Data records:
*** Block opens ***
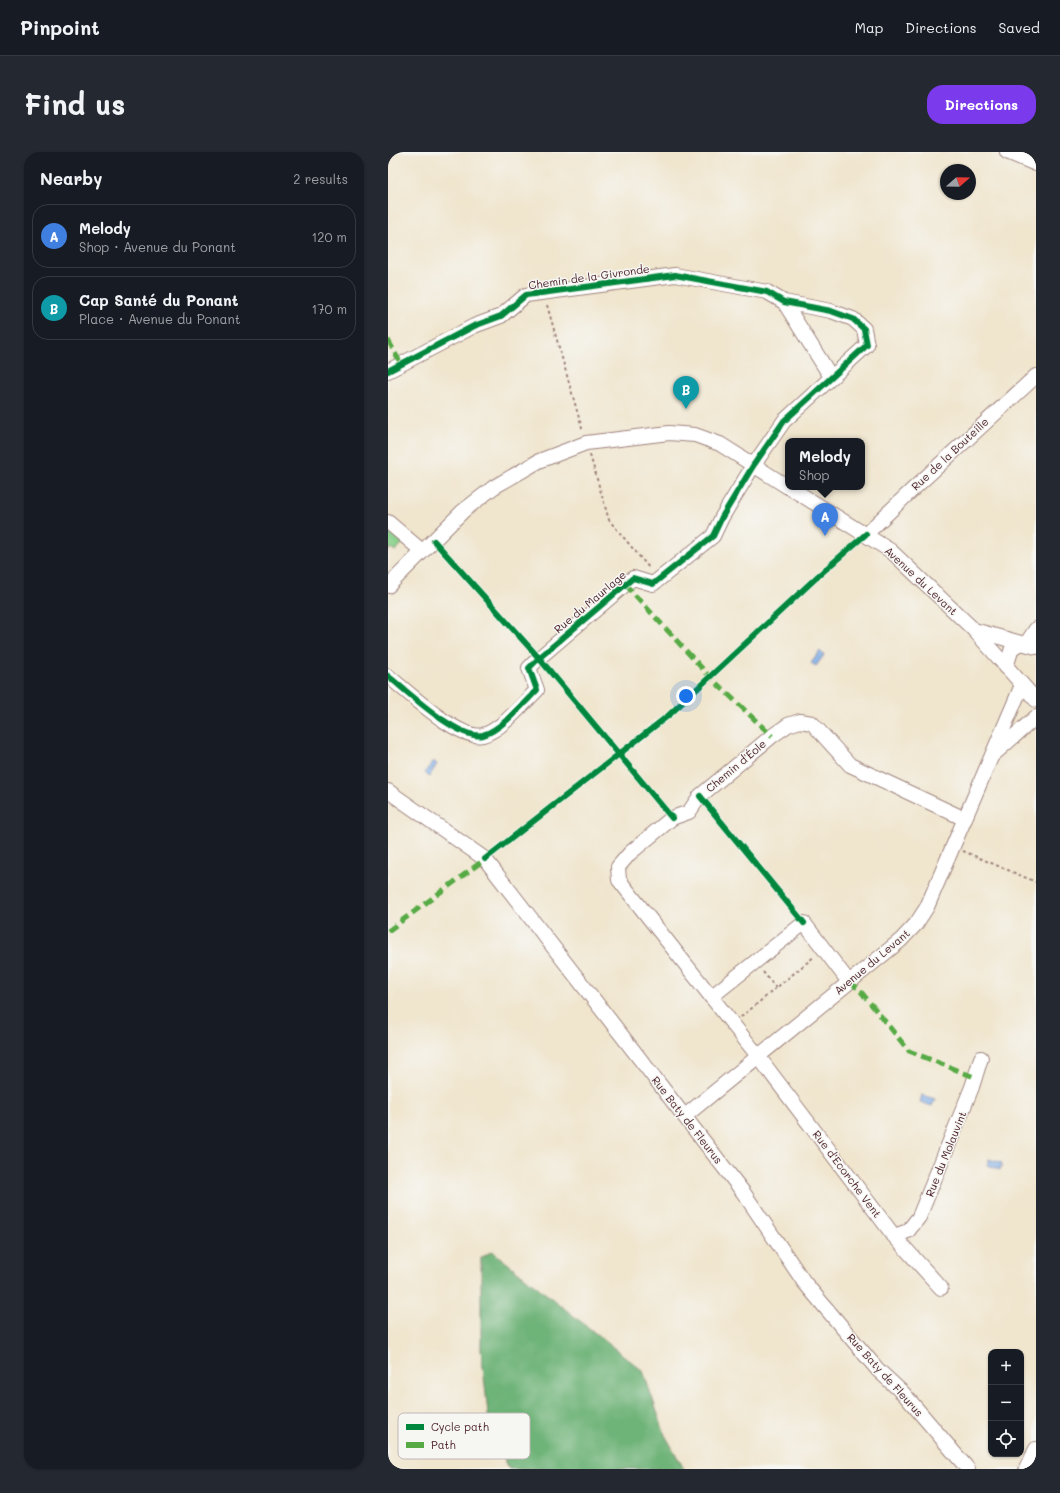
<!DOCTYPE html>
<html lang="en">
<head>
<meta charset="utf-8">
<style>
	:root { --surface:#171b24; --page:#242831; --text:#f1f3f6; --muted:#9ea1a6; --line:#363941; --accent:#7c3aed }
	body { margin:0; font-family:Mali,sans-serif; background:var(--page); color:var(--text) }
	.controls { position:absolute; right:12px; bottom:12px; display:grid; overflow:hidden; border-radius:8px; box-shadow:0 1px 3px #0004 }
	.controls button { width:36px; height:36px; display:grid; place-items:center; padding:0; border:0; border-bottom:1px solid var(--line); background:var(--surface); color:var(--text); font:20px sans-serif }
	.compass { position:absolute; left:552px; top:12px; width:36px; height:36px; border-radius:50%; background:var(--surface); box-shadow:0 1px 3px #0004; rotate:70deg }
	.you { position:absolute; left:298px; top:544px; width:14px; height:14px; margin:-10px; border:3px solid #fff; border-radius:50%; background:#1a73e8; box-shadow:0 0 0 6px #1a73e833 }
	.badge { display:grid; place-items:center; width:26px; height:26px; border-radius:50%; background:var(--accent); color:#fff; font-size:13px; font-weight:700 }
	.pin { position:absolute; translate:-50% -33px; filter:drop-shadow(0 1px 2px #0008) }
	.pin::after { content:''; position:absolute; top:21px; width:14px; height:12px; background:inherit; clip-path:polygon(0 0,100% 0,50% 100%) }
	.popup { position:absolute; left:397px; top:286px; width:80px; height:52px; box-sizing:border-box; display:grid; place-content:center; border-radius:8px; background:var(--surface); filter:drop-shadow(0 1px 3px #0005); font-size:13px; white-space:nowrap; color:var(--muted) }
	.popup b { font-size:15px; color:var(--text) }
	.popup::after { content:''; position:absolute; left:50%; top:100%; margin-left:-8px; border:8px solid transparent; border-top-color:var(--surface) }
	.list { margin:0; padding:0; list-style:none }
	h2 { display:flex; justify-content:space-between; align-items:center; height:52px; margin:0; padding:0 16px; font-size:17px }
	h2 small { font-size:13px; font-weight:400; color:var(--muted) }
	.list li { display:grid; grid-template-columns:26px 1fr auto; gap:12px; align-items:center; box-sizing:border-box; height:64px; margin:0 8px 8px; padding:0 8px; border:1px solid var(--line); border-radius:16px }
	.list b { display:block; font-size:15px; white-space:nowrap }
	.list p { margin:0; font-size:13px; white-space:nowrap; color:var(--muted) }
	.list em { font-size:13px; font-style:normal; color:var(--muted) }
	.icon { flex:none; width:22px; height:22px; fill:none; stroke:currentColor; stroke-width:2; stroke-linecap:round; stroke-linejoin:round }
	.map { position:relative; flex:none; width:648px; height:1317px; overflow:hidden; border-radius:16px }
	header { display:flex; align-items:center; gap:24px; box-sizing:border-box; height:56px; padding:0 20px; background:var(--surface); border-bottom:1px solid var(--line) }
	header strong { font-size:19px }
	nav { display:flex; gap:22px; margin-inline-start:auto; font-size:14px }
	.intro { display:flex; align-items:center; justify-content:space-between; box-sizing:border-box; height:96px; padding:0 24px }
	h1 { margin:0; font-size:28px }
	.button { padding:10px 18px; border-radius:16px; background:var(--accent); color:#fff; font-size:14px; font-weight:700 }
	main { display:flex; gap:24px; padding:0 24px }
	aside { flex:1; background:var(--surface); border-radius:16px; box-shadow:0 1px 3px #0004 }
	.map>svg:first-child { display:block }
</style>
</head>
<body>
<header>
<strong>Pinpoint</strong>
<nav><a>Map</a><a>Directions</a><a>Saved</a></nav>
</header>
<div class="intro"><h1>Find us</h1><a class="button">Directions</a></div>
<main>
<aside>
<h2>Nearby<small>2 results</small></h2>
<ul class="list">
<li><span class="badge" style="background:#3f7fe0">A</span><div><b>Melody</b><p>Shop · Avenue du Ponant</p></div><em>120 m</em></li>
<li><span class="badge" style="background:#0f9aa8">B</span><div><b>Cap Santé du Ponant</b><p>Place · Avenue du Ponant</p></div><em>170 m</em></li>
</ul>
</aside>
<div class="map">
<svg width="648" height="1317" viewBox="0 0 648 1317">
	<rect width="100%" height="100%" fill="#f6f6f2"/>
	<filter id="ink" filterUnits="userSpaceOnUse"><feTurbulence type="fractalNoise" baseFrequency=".025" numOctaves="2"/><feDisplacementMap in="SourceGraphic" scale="8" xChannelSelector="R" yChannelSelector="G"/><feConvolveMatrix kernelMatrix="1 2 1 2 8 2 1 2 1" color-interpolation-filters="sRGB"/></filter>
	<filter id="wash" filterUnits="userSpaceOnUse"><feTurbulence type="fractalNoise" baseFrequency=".012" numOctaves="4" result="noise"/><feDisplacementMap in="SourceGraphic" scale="16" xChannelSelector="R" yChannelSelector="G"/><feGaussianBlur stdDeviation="0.9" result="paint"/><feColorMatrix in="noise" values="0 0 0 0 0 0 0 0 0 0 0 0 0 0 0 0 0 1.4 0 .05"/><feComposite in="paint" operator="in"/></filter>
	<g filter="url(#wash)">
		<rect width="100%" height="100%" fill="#f0e5cd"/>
		<!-- green -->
		<polygon fill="#89d18d" stroke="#6a785c" points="6,376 19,387 7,399 3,396 0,399 0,383"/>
		<!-- forest -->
		<polygon fill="#6eb378" stroke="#5c6952" points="104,1099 255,1219 277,1283 296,1317 121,1317 101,1271 93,1197 93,1106"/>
		<!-- water -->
		<g fill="#7bace6" stroke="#626688">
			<polygon points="432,499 436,503 428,514 423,511"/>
			<polygon points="45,609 49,612 41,625 37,621"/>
			<polygon points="534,943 547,947 544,954 532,950"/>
			<polygon points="601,1007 614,1011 612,1018 599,1013"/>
		</g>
	</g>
	<g filter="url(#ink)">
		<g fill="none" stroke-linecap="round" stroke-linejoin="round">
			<defs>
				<g id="minor">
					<polyline points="619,0 648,12"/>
					<polyline points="396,150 443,225"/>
					<path d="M0,219L86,174L113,164L138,143L287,123L379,140L396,150L443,159L465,167L476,177L479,193L396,269L365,314L334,365L325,384L265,432L245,426L151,506L141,516L149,538C135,552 113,578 95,583C71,589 19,539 0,524"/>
					<polyline points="401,335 503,399 586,478 648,548"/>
					<polyline points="0,370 34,399"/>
					<polyline points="478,382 523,339 648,224"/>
					<polyline points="0,434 75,359 106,335 151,309 198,291 281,281 307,283 332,292 400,335"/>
					<polyline points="586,478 633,491"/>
					<polyline points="638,492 648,477"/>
					<polyline points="618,515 624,496 633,491 648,495"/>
					<polyline points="606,602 648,565"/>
					<polyline points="0,639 97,707 355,1040 416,1130 490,1218 516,1242 580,1317"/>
					<polyline points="323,845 416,771 461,830"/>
					<polyline points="297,964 513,788 528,772 539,755 634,533"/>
					<polyline points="506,1084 520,1079 531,1065 584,935 593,906"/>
					<polyline points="553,1136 506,1084 370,904 231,728 230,715 242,701 284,666 301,660 312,644 384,584 400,573 412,569 424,571 462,613 577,667"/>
					<polyline points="638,1317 648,1297"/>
				</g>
			</defs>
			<!-- minor casing -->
			<use href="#minor" stroke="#9d827c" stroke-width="16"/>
			<!-- path -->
			<g stroke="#9d827c" stroke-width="2" stroke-dasharray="3 3" stroke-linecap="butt">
				<polyline points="159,153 195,280"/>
				<polyline points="202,303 221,368 262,417"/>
				<polyline points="575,699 648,730"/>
				<polyline points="375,820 388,836"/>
				<polyline points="353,865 427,804"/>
			</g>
			<!-- minor -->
			<use href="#minor" stroke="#fff" stroke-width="14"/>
			<!-- quiet -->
			<g stroke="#57aa44" stroke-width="5" stroke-dasharray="10 5" stroke-linecap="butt">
				<polyline points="0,188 13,212"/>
				<polyline points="237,432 322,525 384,584"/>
				<polyline points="0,779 100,705"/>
				<polyline points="461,830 470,836 521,899 586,925"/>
			</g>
			<defs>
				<g id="cycleway">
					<path d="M0,219L86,174L113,164L138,143L287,123L379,140L396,150L443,159L465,167L476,177L479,193L396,269L365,314L334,365L325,384L265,432L245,426L151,506L141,516L149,538C135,552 113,578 95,583C71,589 19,539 0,524"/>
					<polyline points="46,389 151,506 284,666"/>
					<polyline points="312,644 416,771"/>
					<polyline points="97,707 281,563 430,424 478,382"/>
				</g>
			</defs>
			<!-- cycleway casing -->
			<use href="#cycleway" stroke="#f6f6f2" stroke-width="8"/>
			<!-- cycleway -->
			<use href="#cycleway" stroke="#00873e" stroke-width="6"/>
		</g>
	</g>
	<g text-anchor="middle" stroke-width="3" stroke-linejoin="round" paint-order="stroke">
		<!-- street labels -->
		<g font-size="11" fill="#4a1f2b" stroke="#f6f6f2">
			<text transform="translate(201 125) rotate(-8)" y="4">Chemin de la Givronde</text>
			<text transform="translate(562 302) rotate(-43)" y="4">Rue de la Bouteille</text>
			<text transform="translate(533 429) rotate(43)" y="4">Avenue du Levant</text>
			<text transform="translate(202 450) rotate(-40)" y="4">Rue du Maurlage</text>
			<text transform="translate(348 614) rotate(-40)" y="4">Chemin d'Éole</text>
			<text transform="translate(484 810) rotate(-40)" y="4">Avenue du Levant</text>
			<text transform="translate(299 968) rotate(52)" y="4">Rue Baty de Fleurus</text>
			<text transform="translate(558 1002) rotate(-68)" y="4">Rue du Molauvint</text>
			<text transform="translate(459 1022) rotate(53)" y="4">Rue d'Ecorche Vent</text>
			<text transform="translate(497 1223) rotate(48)" y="4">Rue Baty de Fleurus</text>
		</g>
	</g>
	<!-- legend -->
	<rect x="10" y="1261" width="132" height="46" rx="6" fill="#f6f6f2" stroke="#c2b6b6" stroke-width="1"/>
	<rect x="18" y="1272" width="18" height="6" fill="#00873e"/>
	<rect x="18" y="1290" width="18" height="6" fill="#57aa44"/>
	<g font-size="11" fill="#4a1f2b">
		<text x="43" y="1279">Cycle path</text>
		<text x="43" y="1297">Path</text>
	</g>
</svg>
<div class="controls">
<button>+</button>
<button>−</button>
<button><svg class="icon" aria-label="locate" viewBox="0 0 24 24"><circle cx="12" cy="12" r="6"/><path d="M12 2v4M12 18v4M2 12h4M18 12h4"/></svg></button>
</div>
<svg class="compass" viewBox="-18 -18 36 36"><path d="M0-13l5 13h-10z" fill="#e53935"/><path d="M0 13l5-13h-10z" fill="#9ea1a6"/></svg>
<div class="you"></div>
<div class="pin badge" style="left:437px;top:384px;background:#3f7fe0">A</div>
<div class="popup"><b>Melody</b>Shop</div>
<div class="pin badge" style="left:298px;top:257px;background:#0f9aa8">B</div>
</div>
</main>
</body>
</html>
*** Block closes ***
WORK ORDER:
Filter these records, keeping every line where the word "scale" occurs.

ANSWER AREA:
	<filter id="ink" filterUnits="userSpaceOnUse"><feTurbulence type="fractalNoise" baseFrequency=".025" numOctaves="2"/><feDisplacementMap in="SourceGraphic" scale="8" xChannelSelector="R" yChannelSelector="G"/><feConvolveMatrix kernelMatrix="1 2 1 2 8 2 1 2 1" color-interpolation-filters="sRGB"/></filter>
	<filter id="wash" filterUnits="userSpaceOnUse"><feTurbulence type="fractalNoise" baseFrequency=".012" numOctaves="4" result="noise"/><feDisplacementMap in="SourceGraphic" scale="16" xChannelSelector="R" yChannelSelector="G"/><feGaussianBlur stdDeviation="0.9" result="paint"/><feColorMatrix in="noise" values="0 0 0 0 0 0 0 0 0 0 0 0 0 0 0 0 0 1.4 0 .05"/><feComposite in="paint" operator="in"/></filter>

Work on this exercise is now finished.